To assist the FCC in carrying out its mandate within the time lines set out by the Act, we filed comments in both the Local Competition and Access Charge proceedings. As you know, these rules are now in litigation and the Eighth Circuit Court of Appeals has invalidated part of the Local Competition Order. While the Eighth Circuit's ruling was the bad news in this process, the good news is that many of the States have proceeded to follow the basic approach outlined by the FCC, including its commitment to a sound pricing methodology for the necessary access to the incumbent's telephone network.

In retrospect, the battles thus far over the development of the rules of the road for local competition are not surprising.
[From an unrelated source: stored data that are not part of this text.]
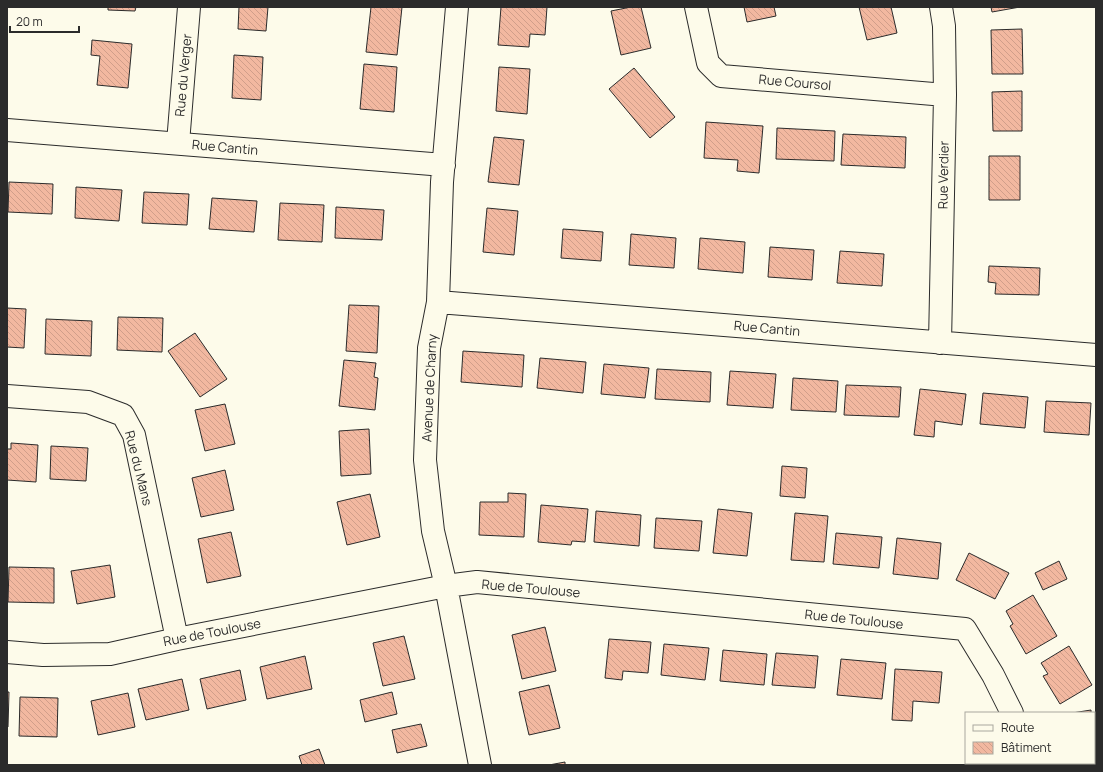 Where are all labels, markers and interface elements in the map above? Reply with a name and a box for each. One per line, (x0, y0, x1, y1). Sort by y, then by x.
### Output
scale bar (10, 8, 79, 34)
text: 20 m (16, 13, 43, 30)
street label: Rue du Verger (170, 32, 196, 117)
street label: Rue Coursol (758, 70, 832, 94)
street label: Rue Cantin (191, 135, 259, 159)
street label: Rue Verdier (933, 140, 953, 209)
street label: Rue Cantin (733, 316, 801, 340)
street label: Avenue de Charny (417, 333, 441, 443)
street label: Rue du Mans (121, 429, 157, 508)
street label: Rue de Toulouse (481, 575, 582, 601)
street label: Rue de Toulouse (804, 605, 905, 633)
street label: Rue de Toulouse (162, 614, 263, 650)
legend (965, 712, 1095, 764)
text: Route (1001, 719, 1034, 736)
text: Bâtiment (1001, 739, 1052, 756) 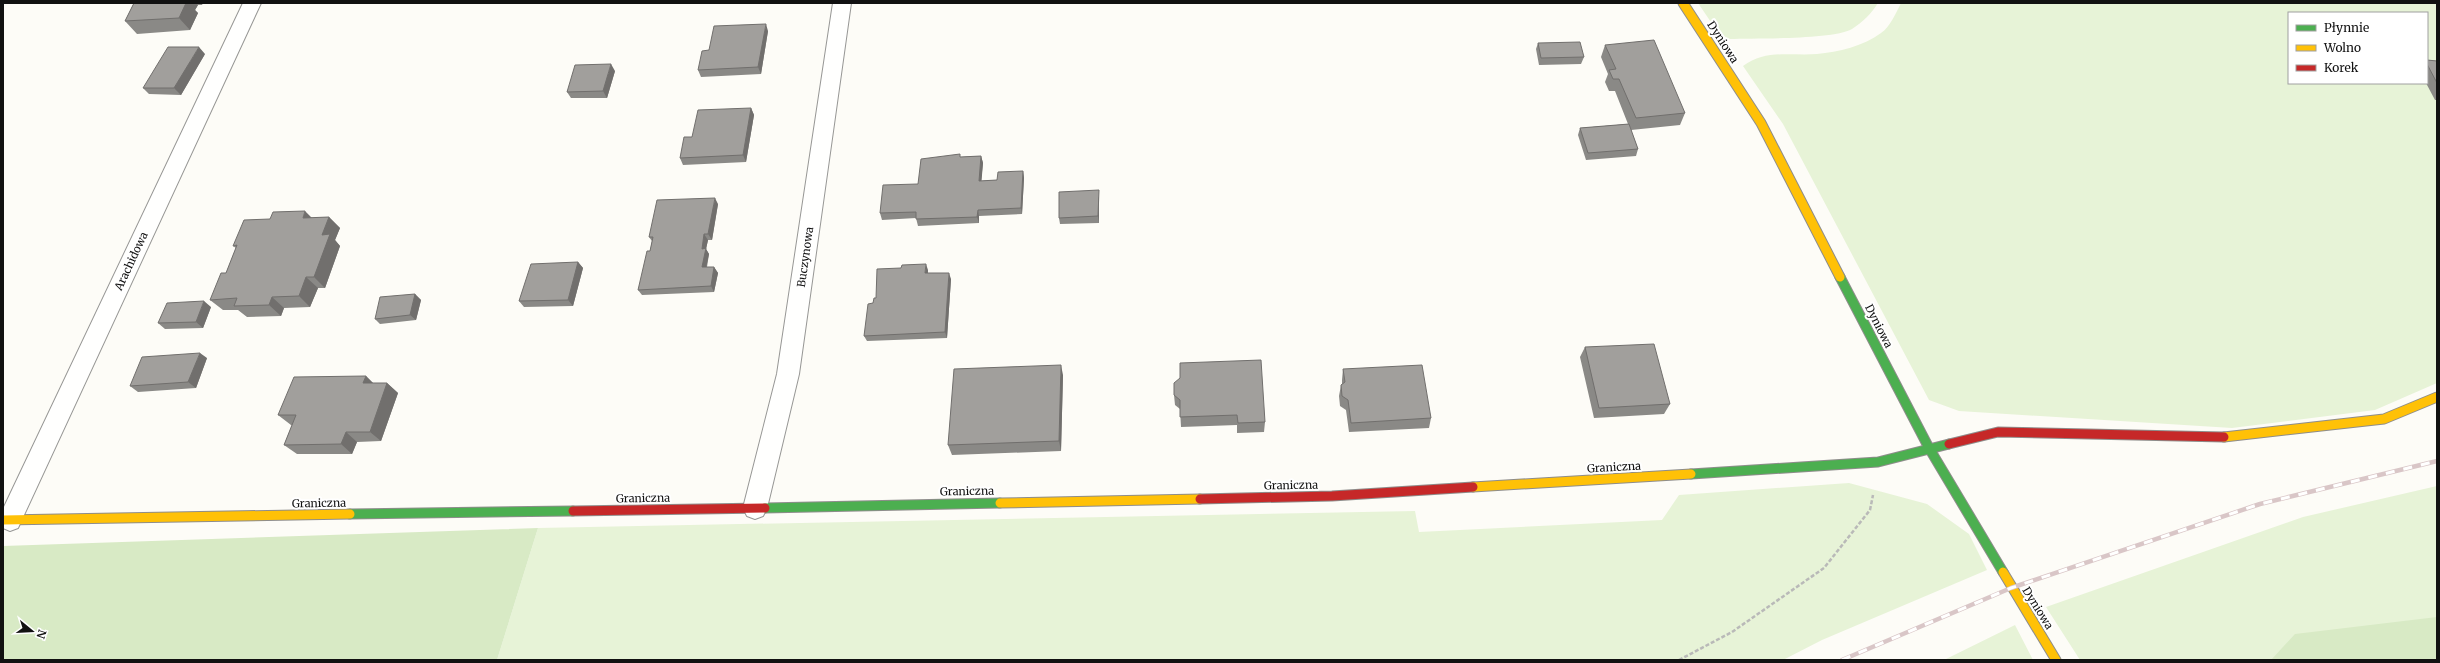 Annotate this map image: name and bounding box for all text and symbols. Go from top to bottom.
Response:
legend [2288,12,2428,84]
street label: Dyniowa [1704,18,1742,66]
text: Płynnie [2324,20,2369,35]
text: Wolno [2323,40,2361,55]
text: Korek [2324,60,2359,75]
street label: Buczynowa [794,226,816,288]
street label: Arachidowa [111,229,151,293]
street label: Dyniowa [1862,302,1896,350]
street label: Graniczna [1587,459,1641,475]
street label: Graniczna [1264,478,1318,492]
street label: Graniczna [940,484,994,498]
street label: Graniczna [616,491,670,505]
street label: Graniczna [292,496,346,510]
street label: Dyniowa [2020,584,2057,632]
north arrow [12,611,52,651]
text: N [33,628,50,641] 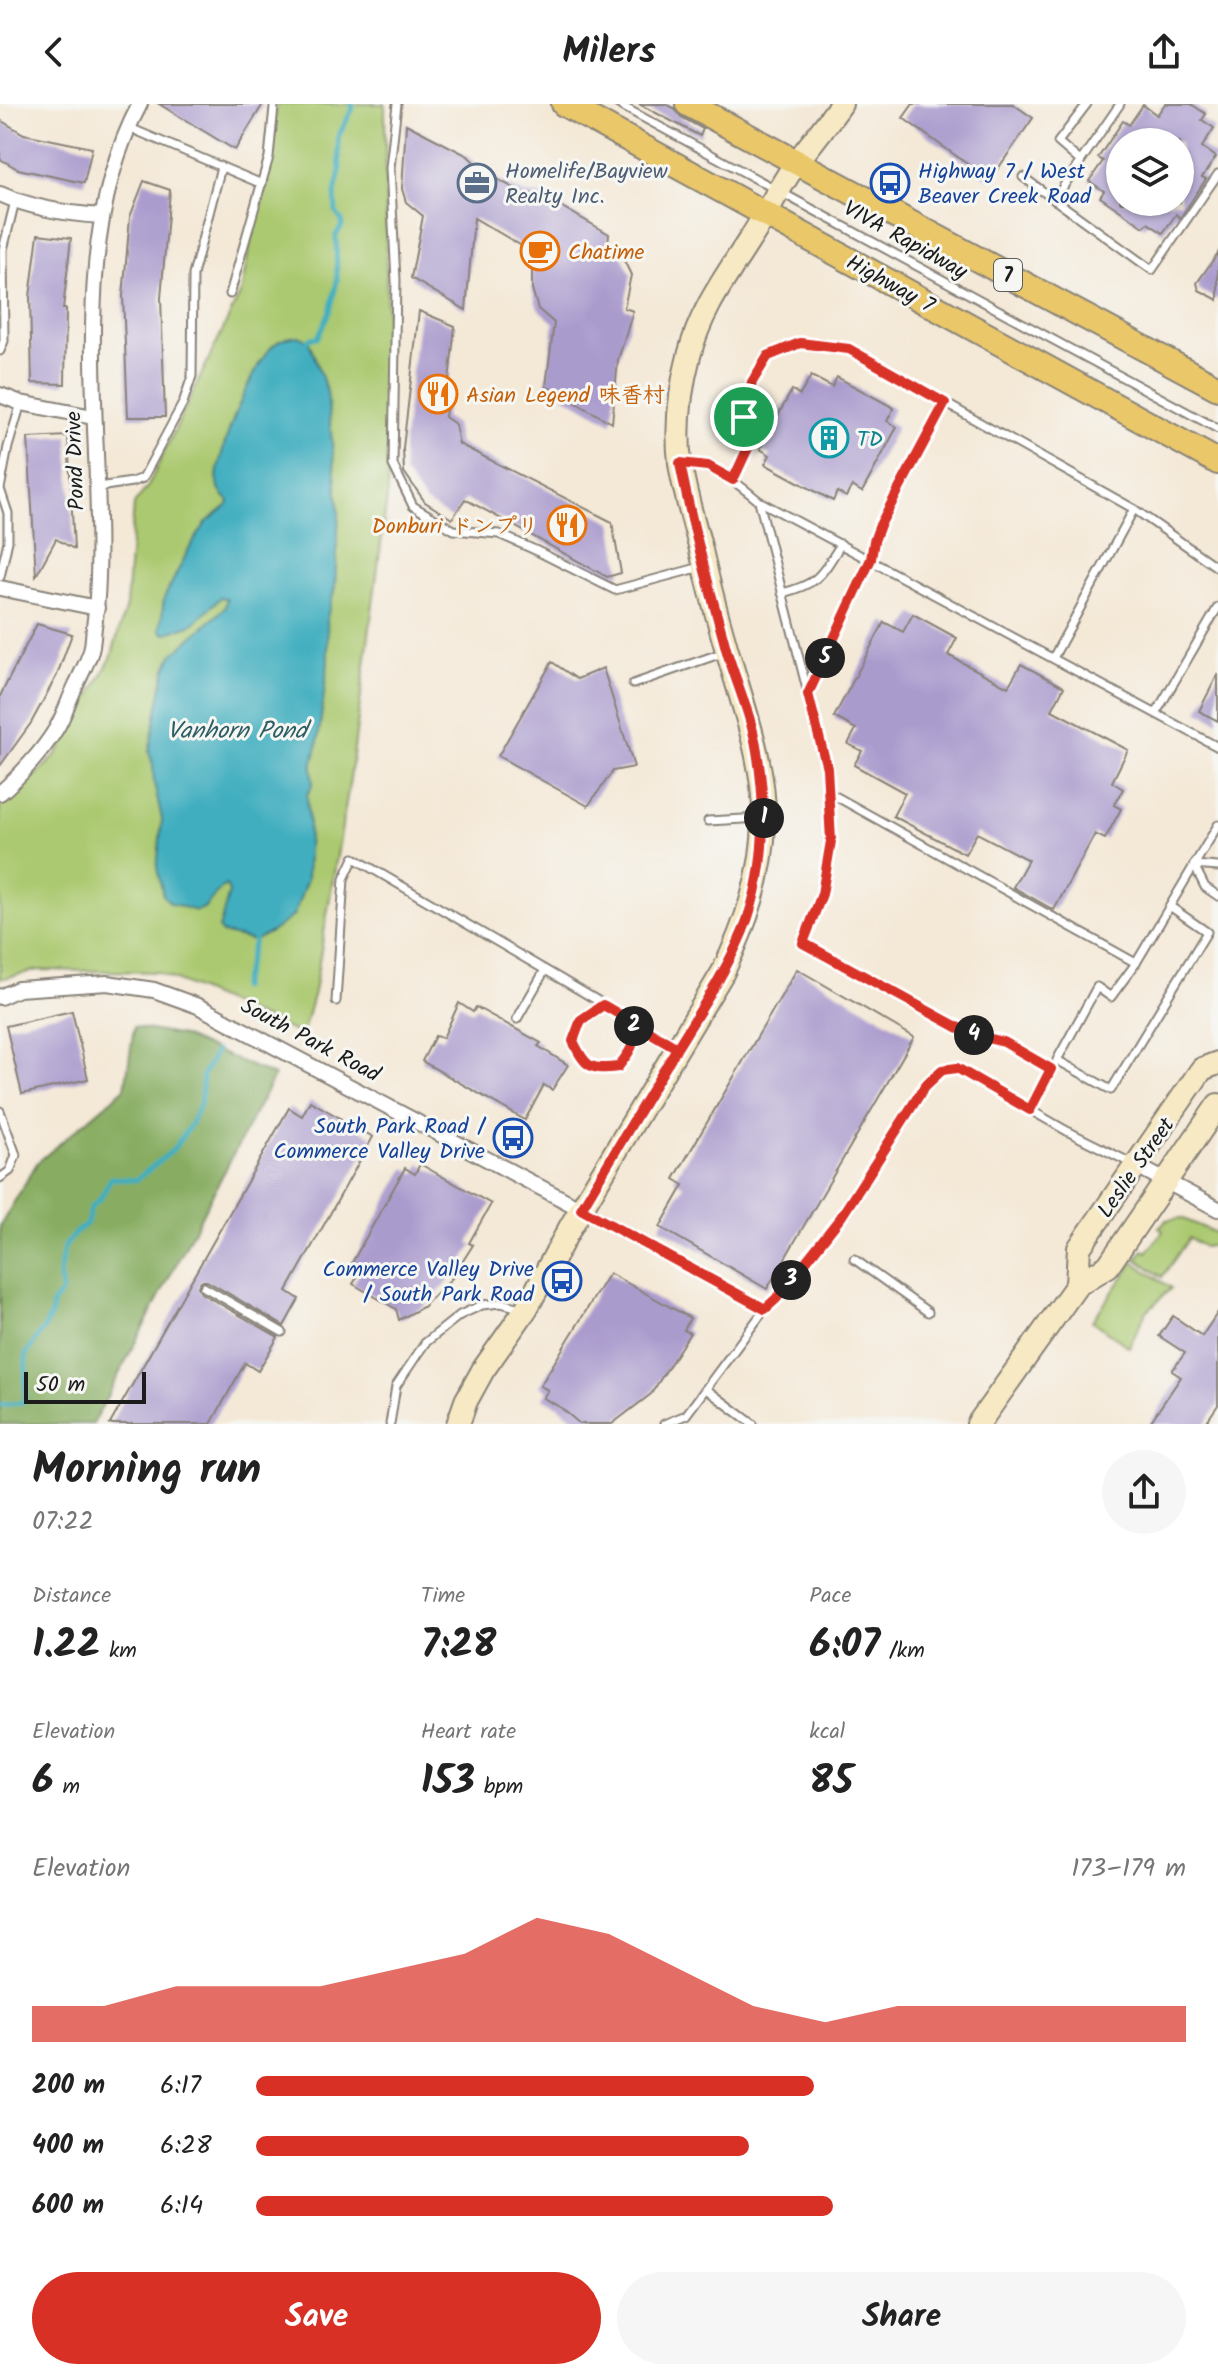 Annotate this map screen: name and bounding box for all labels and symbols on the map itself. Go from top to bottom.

For example, with regard to the setting of the prices of the elements of the incumbents' network, there is a basic tension: if the prices are set too high, that will impede efficient entry; if they are set too low, that will effectively subsidize entry at the expense of the incumbents. With the stakes as high as they are here, getting the necessary rules in place has been no easy task. There has been real progress on this front, but the important point is that the setting of these prices, though critical to efficient entry, will not itself directly benefit consumers. Rather, the consumer benefits will come when entrants get up and running, offering new packages of services, better prices for existing services, and, better yet, using new technologies to improve upon the efficiencies of the present network.


Even with all the litigation and regulatory effort that has gone into the first step (and is still ongoing), it has become clear that the second step I referred to a minute ago -- ensuring that the incumbent providers comply with the Act's market opening measures -- is the most challenging aspect of this process. And, as we at the Antitrust Division see it, the Act contemplates a two-part strategy for encouraging Bell Company compliance with its market opening measures -- the incentive of in-region long distance entry on one hand, and the threat of regulatory and antitrust action to respond to intentional non-compliance or obstructionist acts on the other. Of course, as regards long distance entry, Section 271 of the Act looms large, as it sets out a series of requirements to open the local market and safeguard against anticompetitive practices, all of which must be met before the Bells can offer in-region long distance services.

The Antitrust Division focused on the Section 271 process long before the first application by a Bell for long distance entry because our role under the statute is to assess all such applications under a competition-based standard that we were charged with developing. To best effectuate this role, one of my first acts as Acting Assistant Attorney General was to commence a lengthy internal study, including an analysis of input from interested parties, of the options available to the Department for assessing when Bell entry would be appropriate.

The Department's approach for evaluating when a Bell Company should be allowed to enter the long distance market has two components. The first component of the Department's standard is an inquiry into whether, at the time the application is filed, the local market is open in practice to all three of the types of competitive entry called for by the Act -- the construction of new facilities, the use of unbundled elements, and resale. If this inquiry is satisfied, local entry will be constrained only by technological limits and the inherent capabilities, resources, and business strategies of the potential competitors, and not by the artificial barriers Congress sought to eliminate.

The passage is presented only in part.